Around 1970 things went tits-up for the Bonner family fortune. My father was a technical author and, with his meticulous eye for detail, and equally meticulous use of language, I suspect he was a pretty good one*, but alas, he wasn’t a sufficiently good businessman to print and publish his own work successfully. We hit rock bottom – and no clouds involved!
Living in a box.
Everything went briefly into storage. All our books were boxed and went into a friends garage. When they eventually re-emerged it wasn’t immediately noticed that titles were missing – amongst them ‘Paradise Lost’. My father, always the mild mannered gentleman, wouldn’t investigate, he wouldn’t even ask. “No point, son. It’s annoying but there was nothing of any value.” Boy was he ever wrong.

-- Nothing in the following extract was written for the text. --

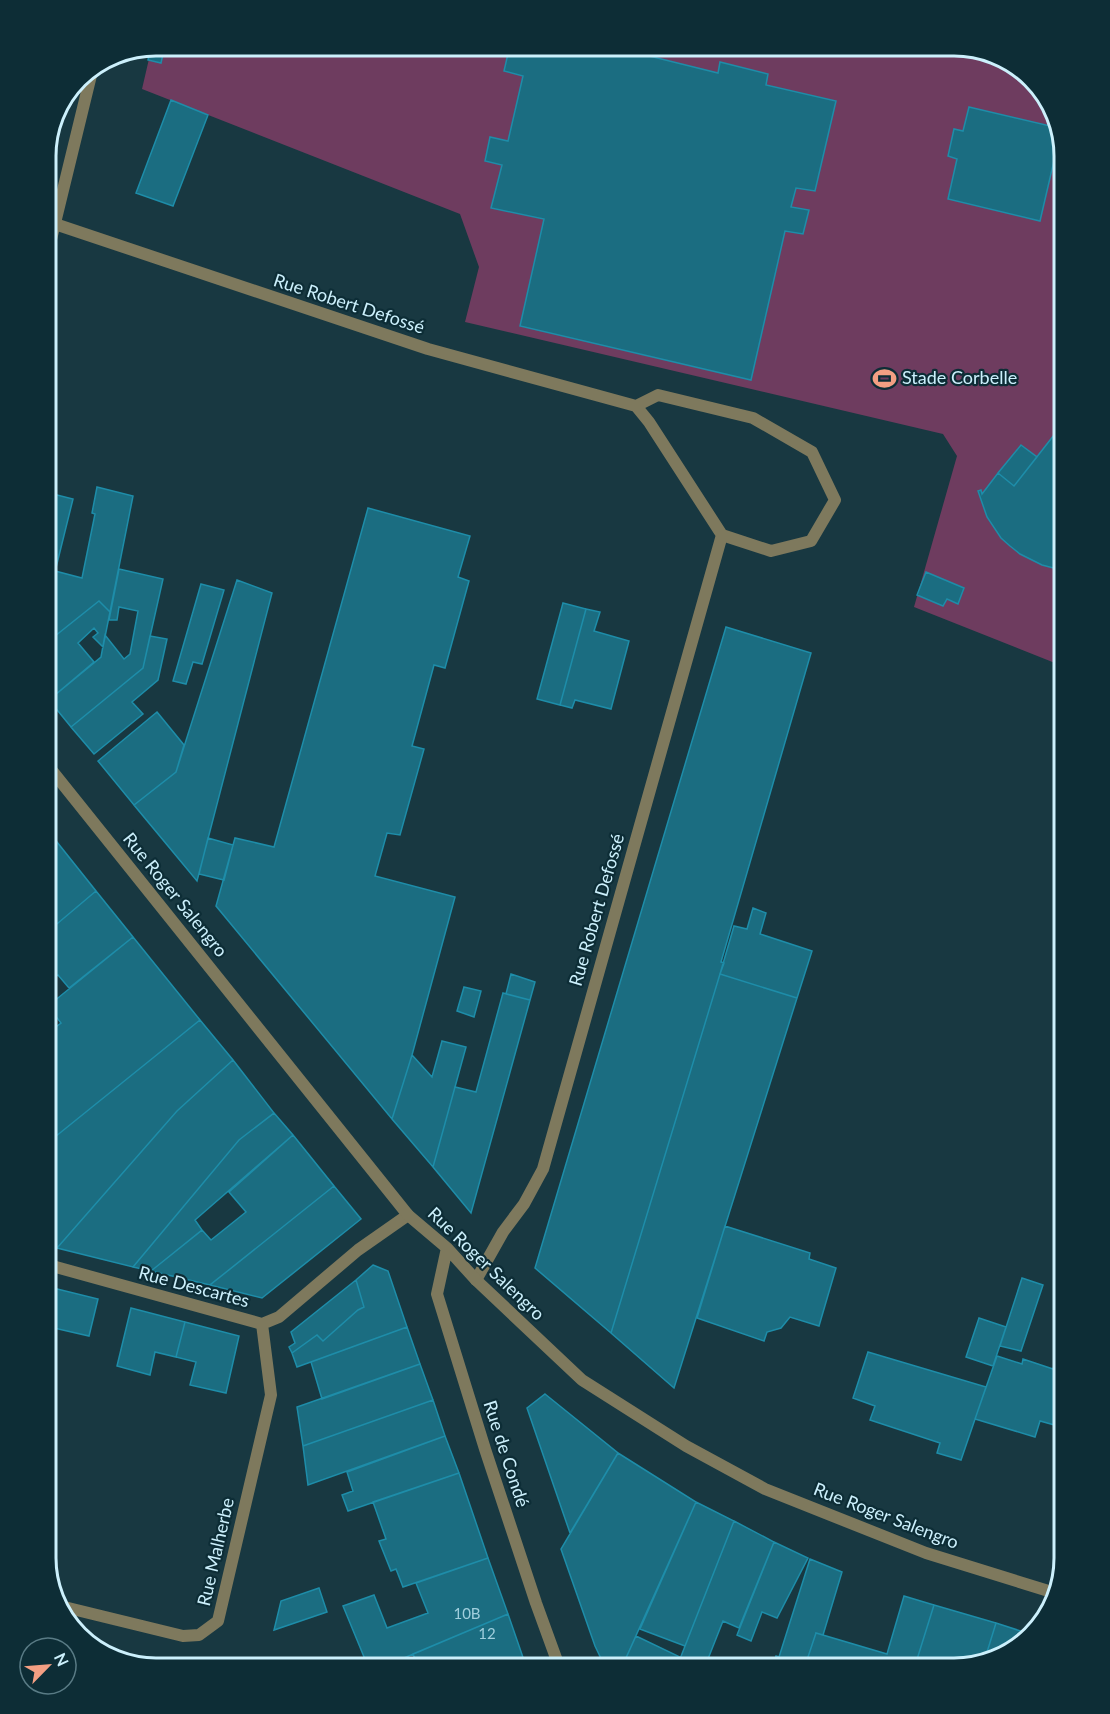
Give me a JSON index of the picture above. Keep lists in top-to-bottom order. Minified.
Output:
{"streets":{"street":["Rue Robert Defossé","Rue Roger Salengro","Rue Descartes","Rue de Condé","Rue Malherbe"]},"crossings":[["Rue Robert Defossé","Rue Roger Salengro"],["Rue Roger Salengro","Rue Descartes"],["Rue Roger Salengro","Rue de Condé"],["Rue Descartes","Rue Malherbe"]],"places":{"sports":["Stade Corbelle"]},"house_numbers":["10B","12"],"north":"top right"}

A few years later I was in Guildford, our local County Town, and wandered into the cavernous second-hand bookshop at the top of the High Street, once a Masonic Hall, and asked, just on the off chance, if they they had a copy of Paradise Lost illustrated by John Martin. Not at the moment, I was told, but do yourself a favour and in the future dont ask for it by name, just scan the shelves – they may not know what they have. He explained that they’d sold one just a week previously – for two grand. This was in the early seventies remember and £2,000 was the price of a new car!
Paint your own!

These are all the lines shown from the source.